Łukasz Kaczmarek i Mateusz Bieniek w meczu Polski z Belgią Fot. eurovolley.cev.eu
Share on facebook
Share on twitter
Share on linkedin
Share on email
Share on whatsapp

Reprezentacja Polski siatkarzy pokonała Belgię w czwartym meczu mistrzostw Europy. Dokonała tego w bardzo dobrym stylu.

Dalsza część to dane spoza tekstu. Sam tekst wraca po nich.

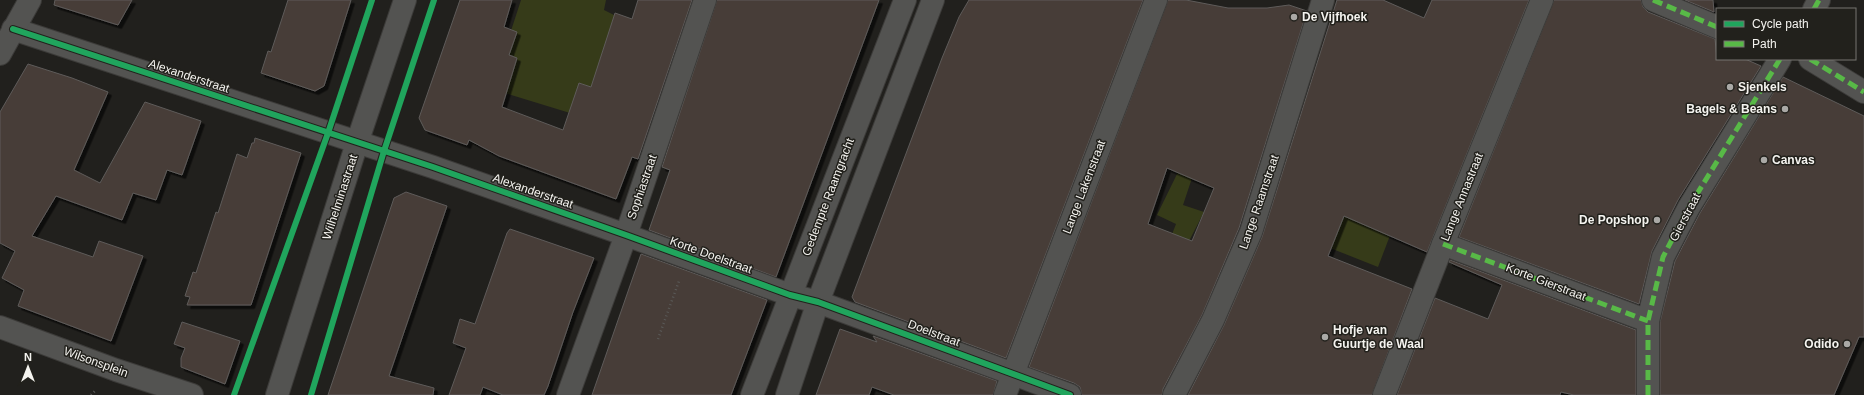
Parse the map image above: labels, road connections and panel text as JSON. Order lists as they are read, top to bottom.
{
  "streets": {
    "street": [
      "Alexanderstraat",
      "Sophiastraat",
      "Lange Lakenstraat",
      "Wilhelminastraat",
      "Gedempte Raamgracht",
      "Lange Annastraat",
      "Lange Raamstraat",
      "Gierstraat",
      "Korte Doelstraat",
      "Korte Gierstraat",
      "Doelstraat",
      "Wilsonsplein"
    ]
  },
  "crossings": [
    ["Alexanderstraat", "Sophiastraat"],
    ["Alexanderstraat", "Wilhelminastraat"],
    ["Alexanderstraat", "Korte Doelstraat"],
    ["Sophiastraat", "Korte Doelstraat"],
    ["Lange Lakenstraat", "Doelstraat"],
    ["Gedempte Raamgracht", "Korte Doelstraat"],
    ["Gedempte Raamgracht", "Doelstraat"],
    ["Lange Annastraat", "Korte Gierstraat"],
    ["Gierstraat", "Korte Gierstraat"],
    ["Korte Doelstraat", "Doelstraat"]
  ],
  "places": [
    "De Vijfhoek",
    "Sjenkels",
    "Bagels & Beans",
    "Canvas",
    "De Popshop",
    "Hofje van Guurtje de Waal",
    "Odido"
  ],
  "legend": ["Cycle path", "Path"],
  "north": "top"
}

Teoretycznie słabszym drużynom gra się przeciwko Polsce łatwo. Nie mają presji, bo porażkę mają wkalkulowaną w plany, a jeśli uda się zdobyć punkt czy wygrać, zyskują sławę. W takiej sytuacji można ryzykować, a gdy akurat zdarzy się dzień, w którym wszystko wychodzi łatwo o sensację. Tak było w spotkaniu z Belgią w Krakowie.

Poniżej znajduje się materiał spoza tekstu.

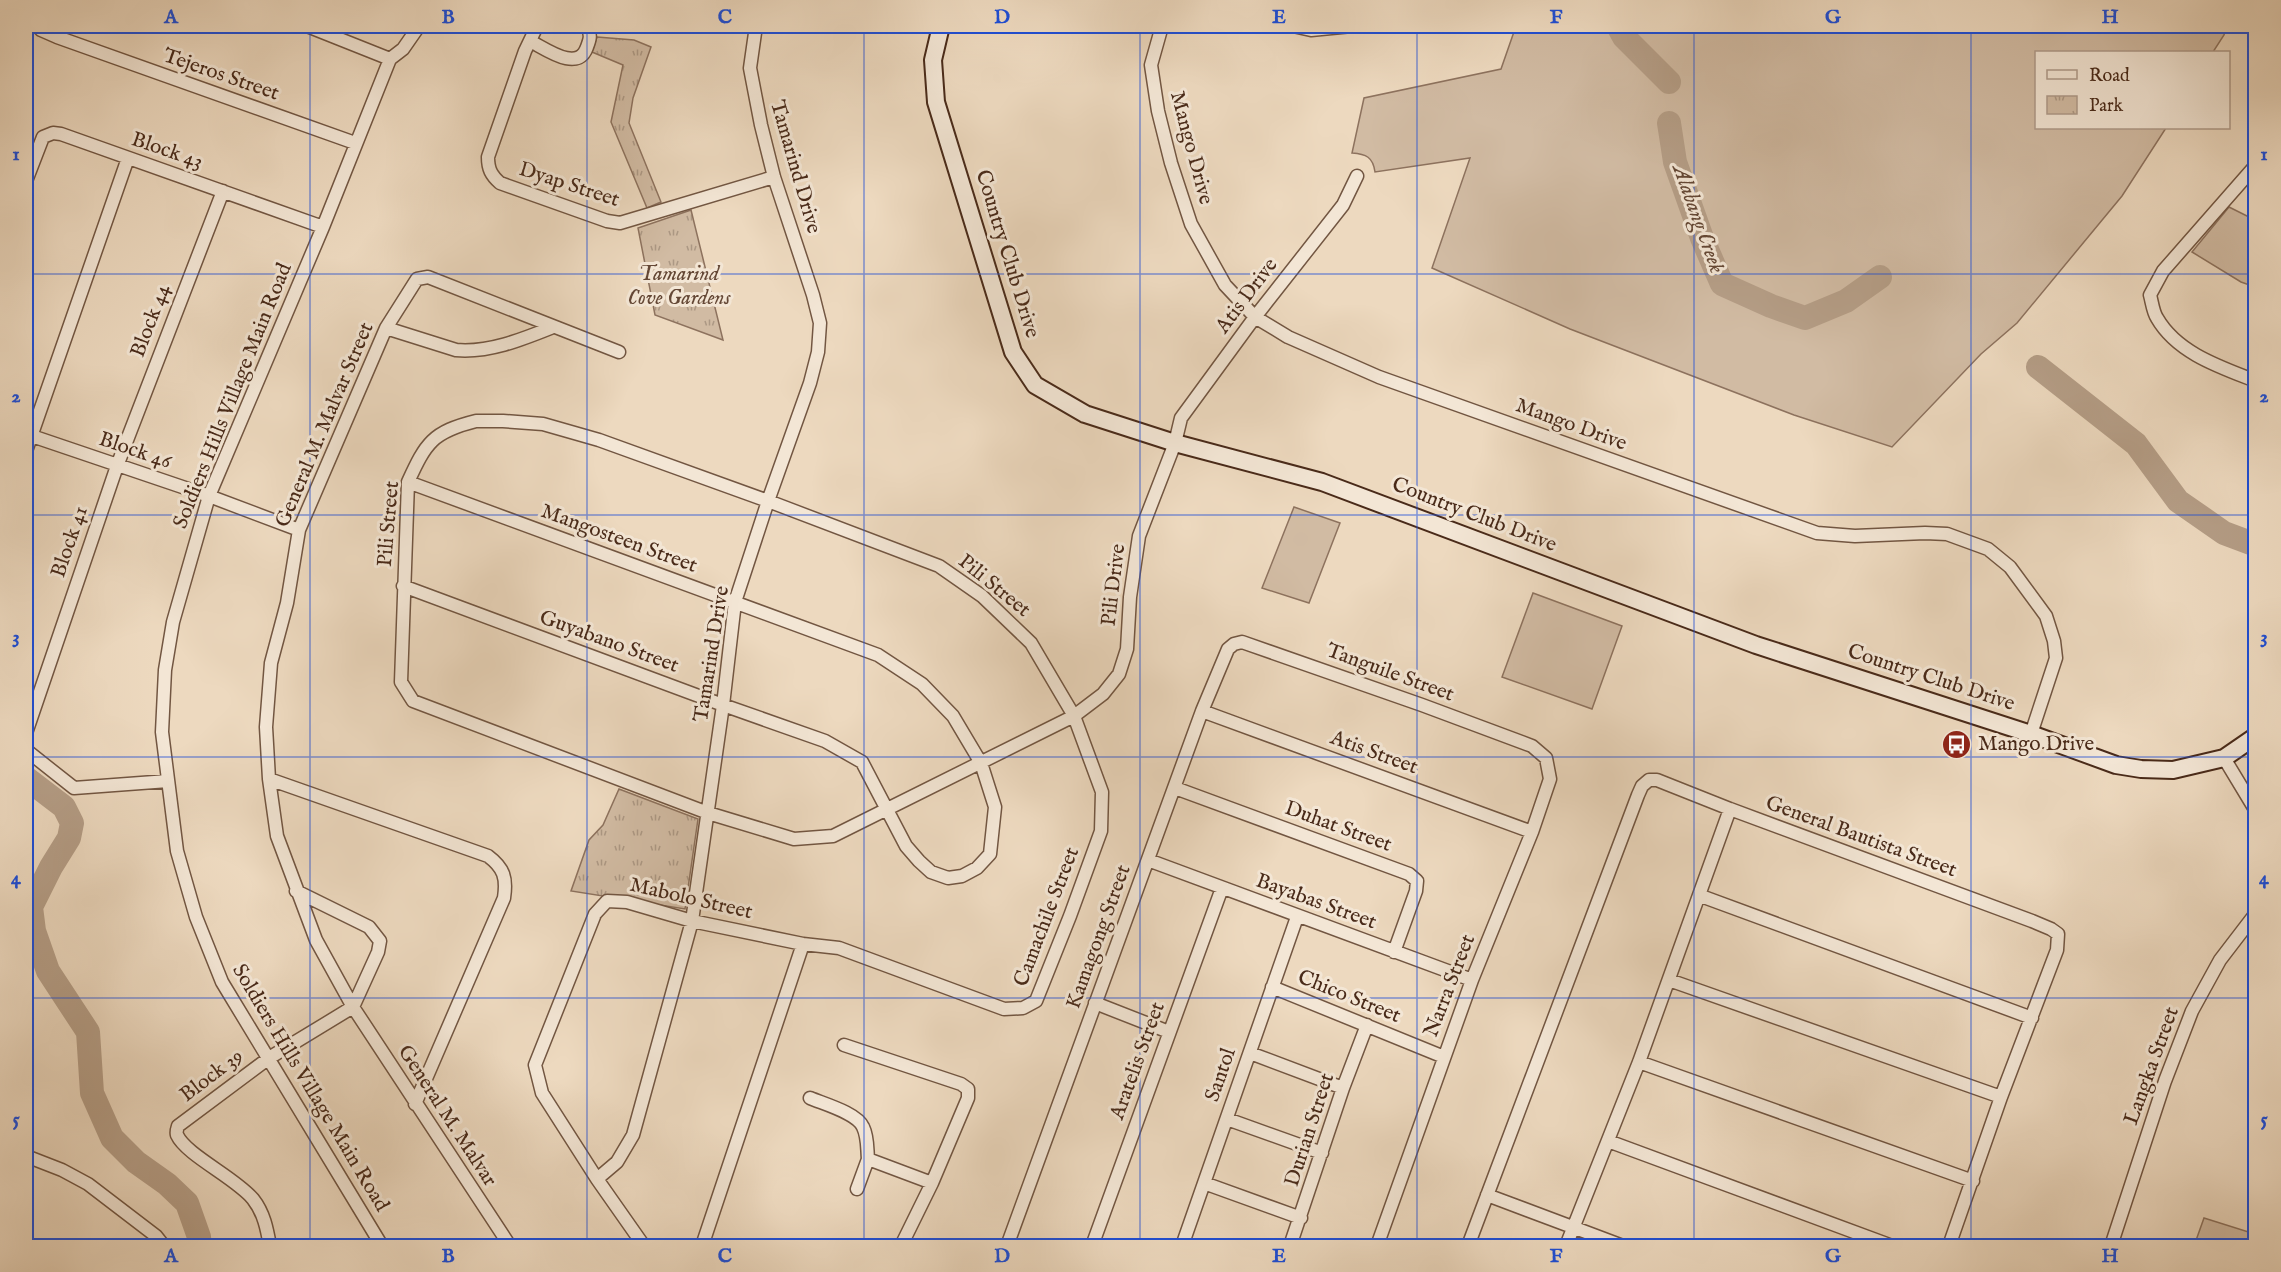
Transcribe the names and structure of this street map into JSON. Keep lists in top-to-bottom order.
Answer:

Skazywana na porażkę drużyna z Beneluksu pokazała się z bardzo dobrej strony. Przede wszystkim ryzykowała na zagrywce i gdy jej gracze trafiali, Polacy mieli kłopoty. Bardzo dobrze spisywali się Sam Deroo, który będzie w nowym sezonie występował w Asseco Resovii i atakujący Hendrik Tuerlinckx. Ten drugi zakończył mecz z kosmiczną 79-procentową skutecznością.

Belgowie mieli jednak pecha, gdyż trafili na dobrze usposobionych Polaków. Rolę rozgrywającego pełnił Grzegorz Łomacz, który lubi wykorzystywać środkowych. Mateusz Bieniek zbijał sześć razy (pięć punktów), a Piotr Nowakowski siedem (sześć punktów). Poza tym grał kombinacyjnie, dlatego z każdej strefy stwarzaliśmy zagrożenie. Tradycyjnie silnym punktem był Wilfredo Leon, a kolejny raz skutecznością błysnął Łukasz Kaczmarek, zastępujący Bartosza Kurka.

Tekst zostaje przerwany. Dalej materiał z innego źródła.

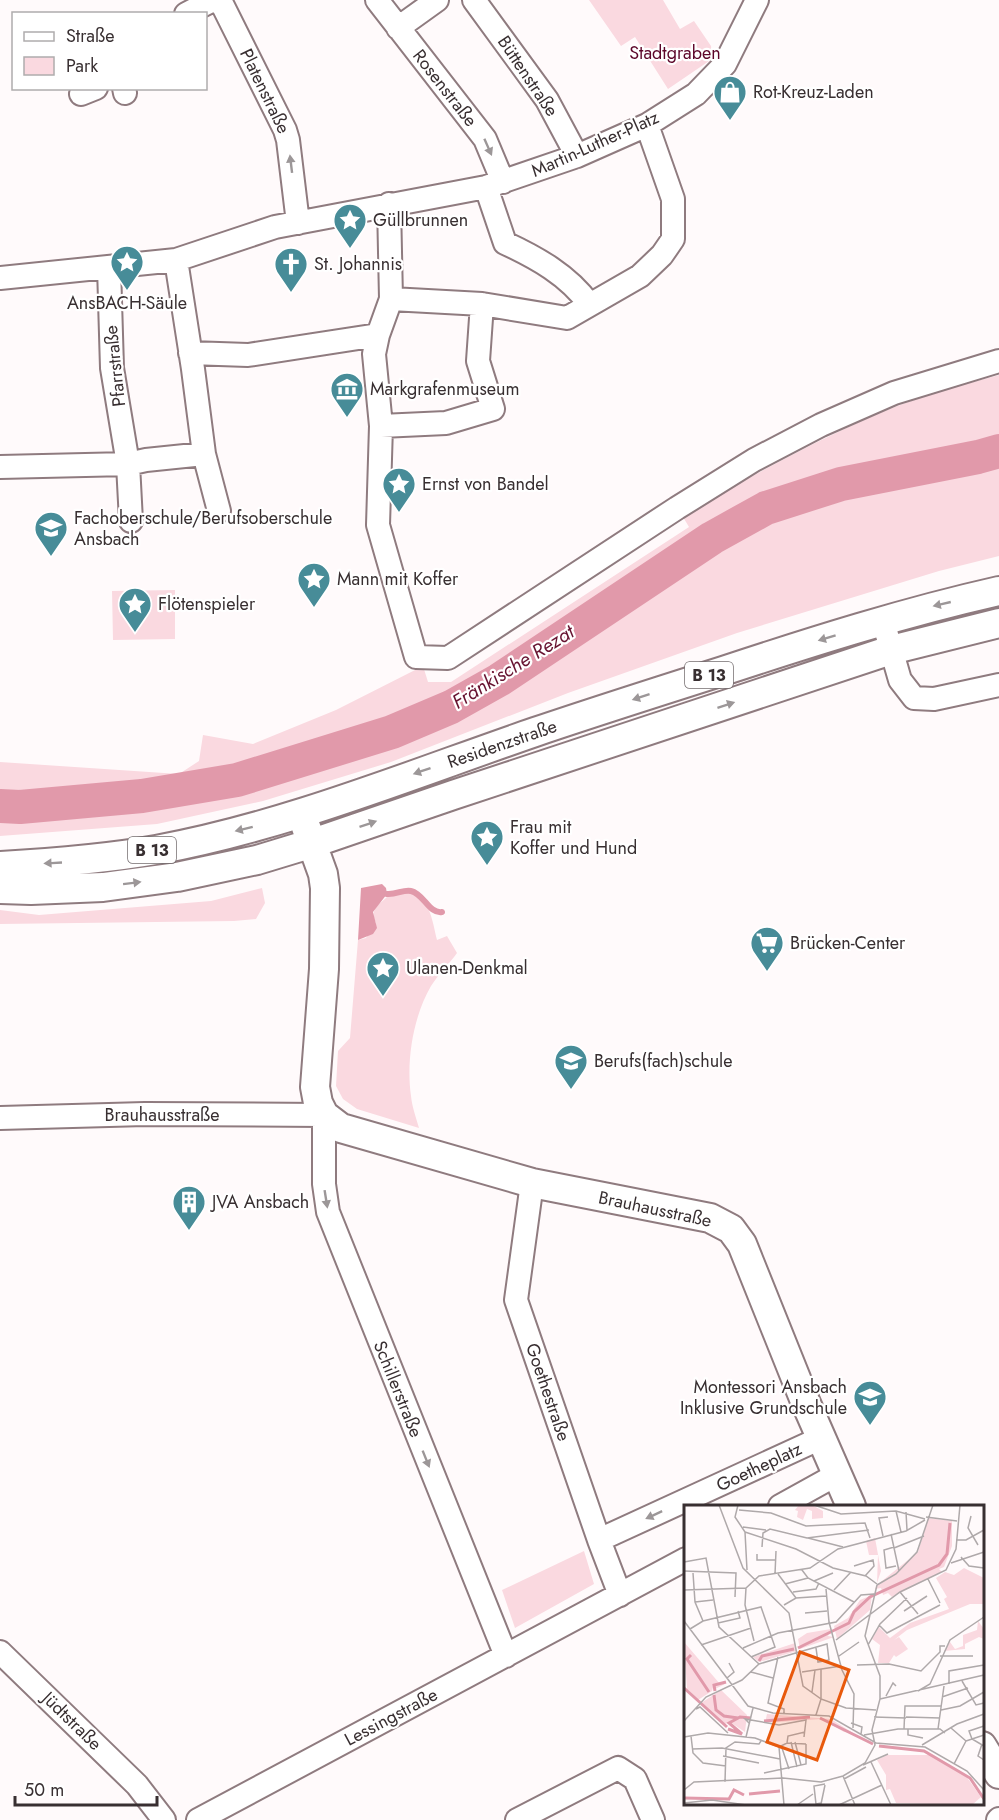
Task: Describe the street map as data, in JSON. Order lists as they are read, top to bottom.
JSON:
{
  "streets": {
    "main road": ["B 13", "Residenzstraße", "Brauhausstraße"],
    "street": [
      "Büttenstraße",
      "Rosenstraße",
      "Platenstraße",
      "Martin-Luther-Platz",
      "Pfarrstraße",
      "Schillerstraße",
      "Goethestraße",
      "Goetheplatz",
      "Lessingstraße",
      "Jüdtstraße"
    ]
  },
  "crossings": [
    ["Büttenstraße", "Martin-Luther-Platz"],
    ["Rosenstraße", "Martin-Luther-Platz"],
    ["Platenstraße", "Martin-Luther-Platz"],
    ["Martin-Luther-Platz", "Pfarrstraße"],
    ["Brauhausstraße", "Schillerstraße"],
    ["Brauhausstraße", "Goethestraße"],
    ["Brauhausstraße", "Goetheplatz"],
    ["Schillerstraße", "Lessingstraße"],
    ["Goethestraße", "Goetheplatz"],
    ["Goethestraße", "Lessingstraße"]
  ],
  "one_way": ["Rosenstraße", "Platenstraße", "Schillerstraße"],
  "water": ["Fränkische Rezat"],
  "parks": ["Stadtgraben"],
  "places": {
    "shop": ["Rot-Kreuz-Laden"],
    "place": [
      "Güllbrunnen",
      "AnsBACH-Säule",
      "Ernst von Bandel",
      "Mann mit Koffer",
      "Flötenspieler",
      "Frau mit Koffer und Hund",
      "Ulanen-Denkmal"
    ],
    "church": ["St. Johannis"],
    "museum": ["Markgrafenmuseum"],
    "school or university": ["Fachoberschule/Berufsoberschule Ansbach", "Berufs(fach)schule", "Montessori Ansbach Inklusive Grundschule"],
    "supermarket": ["Brücken-Center"],
    "building": ["JVA Ansbach"]
  },
  "legend": ["Straße", "Park"],
  "scale_bar": "50 m"
}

Poza tym polscy siatkarze popełnili mało błędów. Zepsuli jedynie sześć serwów, zdobywając tyle samo punktów. A w sumie oddali Belgom tylko dziesięć punktów, co jest wynikiem doskonałym. W trudnej końcówce drugiego seta dogonili rywali i przeważyli szalę na swoją korzyść.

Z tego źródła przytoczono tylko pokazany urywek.